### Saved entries
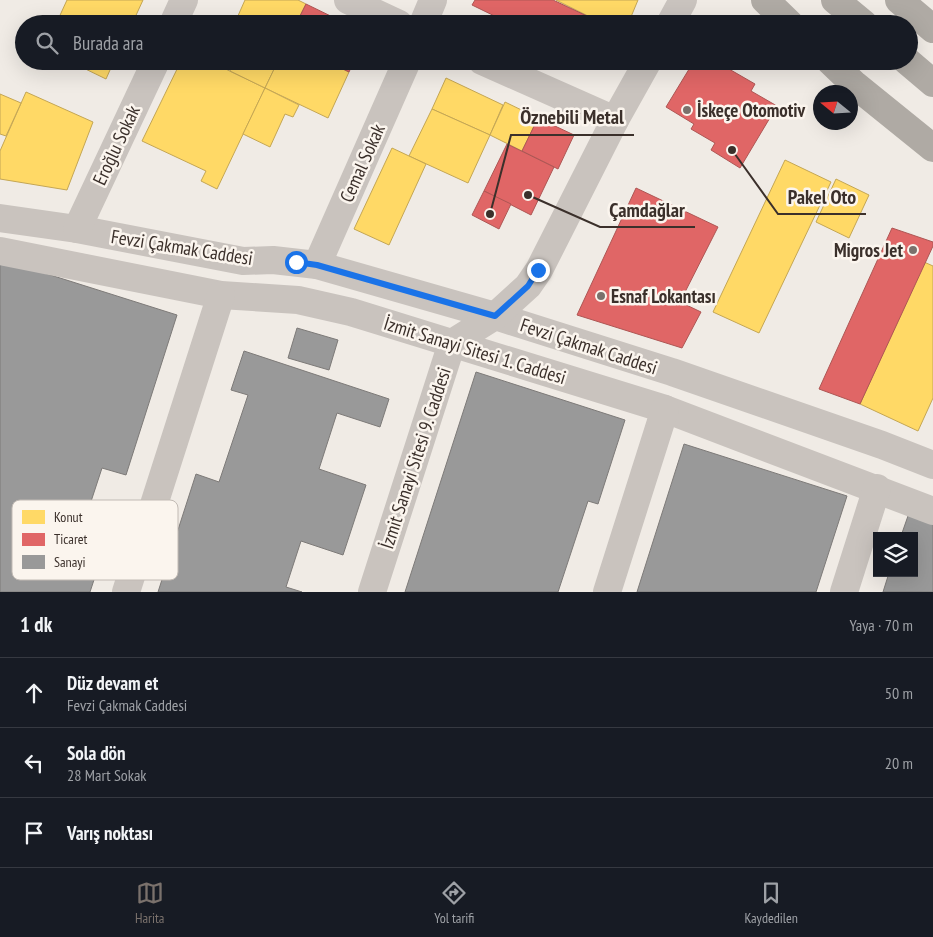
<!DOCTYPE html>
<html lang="tr">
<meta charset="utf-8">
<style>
:root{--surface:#171b24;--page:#20242c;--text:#f1f3f6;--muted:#9ea1a6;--line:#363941;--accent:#7a716c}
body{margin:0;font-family:"PT Sans Narrow",sans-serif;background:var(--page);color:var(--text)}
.controls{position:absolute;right:15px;bottom:15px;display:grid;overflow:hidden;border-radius:0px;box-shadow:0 5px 20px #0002}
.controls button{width:45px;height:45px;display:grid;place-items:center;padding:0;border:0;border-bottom:1px solid var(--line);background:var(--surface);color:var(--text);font:25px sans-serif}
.compass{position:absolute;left:813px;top:85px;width:45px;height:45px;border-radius:50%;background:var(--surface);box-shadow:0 5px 20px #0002;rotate:288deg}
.stop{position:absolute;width:15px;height:15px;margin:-11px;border:4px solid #1a73e8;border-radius:50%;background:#fff}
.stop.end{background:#1a73e8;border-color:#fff;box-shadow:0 1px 5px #0008}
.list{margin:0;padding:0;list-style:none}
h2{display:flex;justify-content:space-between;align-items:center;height:65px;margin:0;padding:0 20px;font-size:21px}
h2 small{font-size:16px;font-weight:400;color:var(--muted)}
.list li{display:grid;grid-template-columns:32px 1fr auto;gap:15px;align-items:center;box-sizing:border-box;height:70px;padding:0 20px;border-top:1px solid var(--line)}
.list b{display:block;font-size:19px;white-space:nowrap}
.list p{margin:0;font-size:16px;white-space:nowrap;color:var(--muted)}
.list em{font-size:16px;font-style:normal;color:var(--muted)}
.icon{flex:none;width:28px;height:28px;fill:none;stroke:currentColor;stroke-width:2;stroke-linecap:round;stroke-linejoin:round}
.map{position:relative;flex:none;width:933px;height:592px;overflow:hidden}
.search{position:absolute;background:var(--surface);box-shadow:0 5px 20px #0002;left:15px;right:15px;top:15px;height:55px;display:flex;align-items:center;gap:12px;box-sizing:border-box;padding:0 18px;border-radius:28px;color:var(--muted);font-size:19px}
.sheet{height:275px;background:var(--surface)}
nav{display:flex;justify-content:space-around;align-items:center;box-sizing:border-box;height:70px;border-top:1px solid var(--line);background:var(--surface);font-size:14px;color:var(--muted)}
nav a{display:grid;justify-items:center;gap:2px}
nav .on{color:var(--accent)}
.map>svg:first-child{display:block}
.homes{fill:#ffd966;stroke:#c4a654}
.shops{fill:#e06666;stroke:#ae5654}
.industry{fill:#999;stroke:#7d7a78}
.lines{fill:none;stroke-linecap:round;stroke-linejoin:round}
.minor{stroke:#c9c3be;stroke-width:28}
.highway{stroke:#afaaa4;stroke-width:28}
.route{stroke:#1a73e8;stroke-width:6}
.poi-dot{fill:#7a716c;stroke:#fbf5ee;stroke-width:2}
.labels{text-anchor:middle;stroke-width:5;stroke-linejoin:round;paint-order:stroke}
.poi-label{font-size:19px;font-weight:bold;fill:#3b302b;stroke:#fbf5ee;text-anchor:start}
.street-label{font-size:19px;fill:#3b302b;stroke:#fbf5ee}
.key{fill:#fbf5ee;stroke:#c1bab4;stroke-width:1}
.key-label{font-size:14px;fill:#3b302b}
.leader{fill:none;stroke:#3b302b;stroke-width:2}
.callout-dot{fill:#3b302b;stroke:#fbf5ee;stroke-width:2}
.callout-label{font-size:20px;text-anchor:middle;font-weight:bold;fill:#3b302b;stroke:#fbf5ee;stroke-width:5;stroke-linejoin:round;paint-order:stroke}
</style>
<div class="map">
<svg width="933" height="592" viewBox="0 0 933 592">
<rect width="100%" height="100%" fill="#f0ebe5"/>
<g class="homes">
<polygon points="67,0 143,0 132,24 56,24"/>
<polygon points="245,0 298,0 306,4 296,24 249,24 237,18"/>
<polygon points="556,0 638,0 628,24 604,24"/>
<polygon points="69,61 114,61 106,79"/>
<polygon points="181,61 209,61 265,88 217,189 201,181 206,171 142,141"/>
<polygon points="234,61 278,61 265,88 230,71"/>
<polygon points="278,61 327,61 349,72 328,118 265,88"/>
<polygon points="446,78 503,105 490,135 432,109"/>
<polygon points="265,88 299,105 293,117 285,114 270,147 243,134"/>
<polygon points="26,92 93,122 67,190 0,179 0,151"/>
<polygon points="0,94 21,103 6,136 0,134"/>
<polygon points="505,102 538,118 522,151 490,135"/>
<polygon points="432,109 490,135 468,183 409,156"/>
<polygon points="392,148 426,164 389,245 354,229"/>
<polygon points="785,160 831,182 759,333 713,312"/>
<polygon points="836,179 869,195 849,238 816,222"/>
<polygon points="924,262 933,266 933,398 918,431 860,404"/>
</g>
<g class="shops">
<polygon points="475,0 553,0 604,24 511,24 472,5"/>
<polygon points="306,4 347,24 296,24"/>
<polygon points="327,61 354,61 349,72"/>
<polygon points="591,61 611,61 608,69"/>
<polygon points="694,61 733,61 729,69 755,84 751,91 777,106 740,168 711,150 715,143 691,129 694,124 666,107"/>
<polygon points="538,118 574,135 558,169 522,151"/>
<polygon points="507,144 554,167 531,215 484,191"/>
<polygon points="636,188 718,227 680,302 701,312 682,348 577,315"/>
<polygon points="484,191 511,204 499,229 472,215"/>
<polygon points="892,228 933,242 933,246 860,404 819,389"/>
</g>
<g class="industry">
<polygon points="0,259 177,315 126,475 102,468 80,535 106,543 90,592 0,592"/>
<polygon points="297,328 338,340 329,370 288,358"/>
<polygon points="244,351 389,399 380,427 337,413 319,469 366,485 343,555 301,541 286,587 302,592 158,592 196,474 219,482 248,395 231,390"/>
<polygon points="476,372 625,420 598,504 588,501 558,592 405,592"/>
<polygon points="684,444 847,496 816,592 637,592"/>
<polygon points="909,513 933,521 933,592 883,592 889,573 914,573 914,536 901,536"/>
</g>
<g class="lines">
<g class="minor">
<polyline points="348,0 399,24"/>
<polyline points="173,24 184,0"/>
<polyline points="423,24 433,0"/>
<polyline points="670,24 683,0"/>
<polyline points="482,61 615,120"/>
<polyline points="0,218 77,229 243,261 273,260 317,265 495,316 672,372 882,445 933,465"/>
<polyline points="77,229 156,61"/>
<polyline points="0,251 221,295 298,300 351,312 665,409 933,511"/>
<polyline points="317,265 407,61"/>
<polyline points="126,592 221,295"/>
<polyline points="372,592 452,343 495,316 528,286 539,270 615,120 648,61"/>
<polyline points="607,592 665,409"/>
<polyline points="844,592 877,488"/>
</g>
<g class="highway">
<polyline points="765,0 790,24"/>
<polyline points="835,0 864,24"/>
<polyline points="899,0 933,29"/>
<polyline points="830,61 855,85 933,148"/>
<polyline points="907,61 933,83"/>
</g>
</g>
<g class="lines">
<polyline class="route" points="296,262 317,265 495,316 528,286 538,270"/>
</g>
<g class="poi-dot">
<circle cx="687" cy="110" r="5"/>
<circle cx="913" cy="250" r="5"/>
<circle cx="601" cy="296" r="5"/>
</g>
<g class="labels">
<g class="poi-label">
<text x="697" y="117">İskeçe Otomotiv</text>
<text x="903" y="257" text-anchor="end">Migros Jet</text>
<text x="611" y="303">Esnaf Lokantası</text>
</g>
<g class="street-label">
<text transform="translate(116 145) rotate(-65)" y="7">Eroğlu Sokak</text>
<text transform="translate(362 163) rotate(-66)" y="7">Cemal Sokak</text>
<text transform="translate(182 247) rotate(9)" y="7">Fevzi Çakmak Caddesi</text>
<text transform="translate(589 346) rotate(18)" y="7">Fevzi Çakmak Caddesi</text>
<text transform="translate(475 350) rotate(17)" y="7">İzmit Sanayi Sitesi 1. Caddesi</text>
<text transform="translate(415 458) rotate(-72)" y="7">İzmit Sanayi Sitesi 9. Caddesi</text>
</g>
</g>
<rect x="12" y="500" width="166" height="80" rx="8" class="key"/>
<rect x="22" y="510" width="23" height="14" fill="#ffd966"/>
<rect x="22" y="533" width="23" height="13" fill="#e06666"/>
<rect x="22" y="555" width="23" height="14" fill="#999"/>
<g class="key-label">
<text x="54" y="522">Konut</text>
<text x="54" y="544">Ticaret</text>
<text x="54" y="567">Sanayi</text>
</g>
<path class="leader" d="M490 214L511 135H634M732 150L778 214H866M528 195L600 227H695"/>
<g class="callout-dot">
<circle cx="490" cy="214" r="5"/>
<circle cx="732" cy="150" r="5"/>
<circle cx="528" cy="195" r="5"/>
</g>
<g class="callout-label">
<text x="572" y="124">Öznebili Metal</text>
<text x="822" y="204">Pakel Oto</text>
<text x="647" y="217">Çamdağlar</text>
</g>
</svg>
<div class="controls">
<button><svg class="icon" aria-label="layers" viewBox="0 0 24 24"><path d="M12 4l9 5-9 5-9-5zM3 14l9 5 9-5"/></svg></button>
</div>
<svg class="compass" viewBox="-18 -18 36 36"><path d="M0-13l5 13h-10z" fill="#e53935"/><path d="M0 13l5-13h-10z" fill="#9ea1a6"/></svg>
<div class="stop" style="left:296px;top:262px"></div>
<div class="stop end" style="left:538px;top:270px"></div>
<div class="search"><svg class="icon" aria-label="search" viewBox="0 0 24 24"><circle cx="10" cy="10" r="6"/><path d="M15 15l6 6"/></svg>Burada ara</div>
</div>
<section class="sheet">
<h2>1 dk<small>Yaya · 70 m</small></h2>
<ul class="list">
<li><svg class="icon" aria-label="ahead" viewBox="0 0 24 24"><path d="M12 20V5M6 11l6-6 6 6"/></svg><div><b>Düz devam et</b><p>Fevzi Çakmak Caddesi</p></div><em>50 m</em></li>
<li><svg class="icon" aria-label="left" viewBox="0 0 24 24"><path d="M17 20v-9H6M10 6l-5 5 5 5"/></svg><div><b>Sola dön</b><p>28 Mart Sokak</p></div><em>20 m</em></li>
<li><svg class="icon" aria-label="arrive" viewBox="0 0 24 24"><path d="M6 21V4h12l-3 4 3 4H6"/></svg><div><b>Varış noktası</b></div></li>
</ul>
</section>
<nav>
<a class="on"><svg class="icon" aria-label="map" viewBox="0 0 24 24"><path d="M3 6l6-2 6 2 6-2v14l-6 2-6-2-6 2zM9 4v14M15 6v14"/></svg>Harita</a>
<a><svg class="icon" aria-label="directions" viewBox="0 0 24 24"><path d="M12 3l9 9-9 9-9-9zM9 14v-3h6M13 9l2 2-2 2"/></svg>Yol tarifi</a>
<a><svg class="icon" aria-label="saved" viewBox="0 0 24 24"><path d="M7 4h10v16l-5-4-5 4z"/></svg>Kaydedilen</a>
</nav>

### About this task
Return each line from the records that includes the word "grid".

### Exercise answer
.controls{position:absolute;right:15px;bottom:15px;display:grid;overflow:hidden;border-radius:0px;box-shadow:0 5px 20px #0002}
.controls button{width:45px;height:45px;display:grid;place-items:center;padding:0;border:0;border-bottom:1px solid var(--line);background:var(--surface);color:var(--text);font:25px sans-serif}
.list li{display:grid;grid-template-columns:32px 1fr auto;gap:15px;align-items:center;box-sizing:border-box;height:70px;padding:0 20px;border-top:1px solid var(--line)}
nav a{display:grid;justify-items:center;gap:2px}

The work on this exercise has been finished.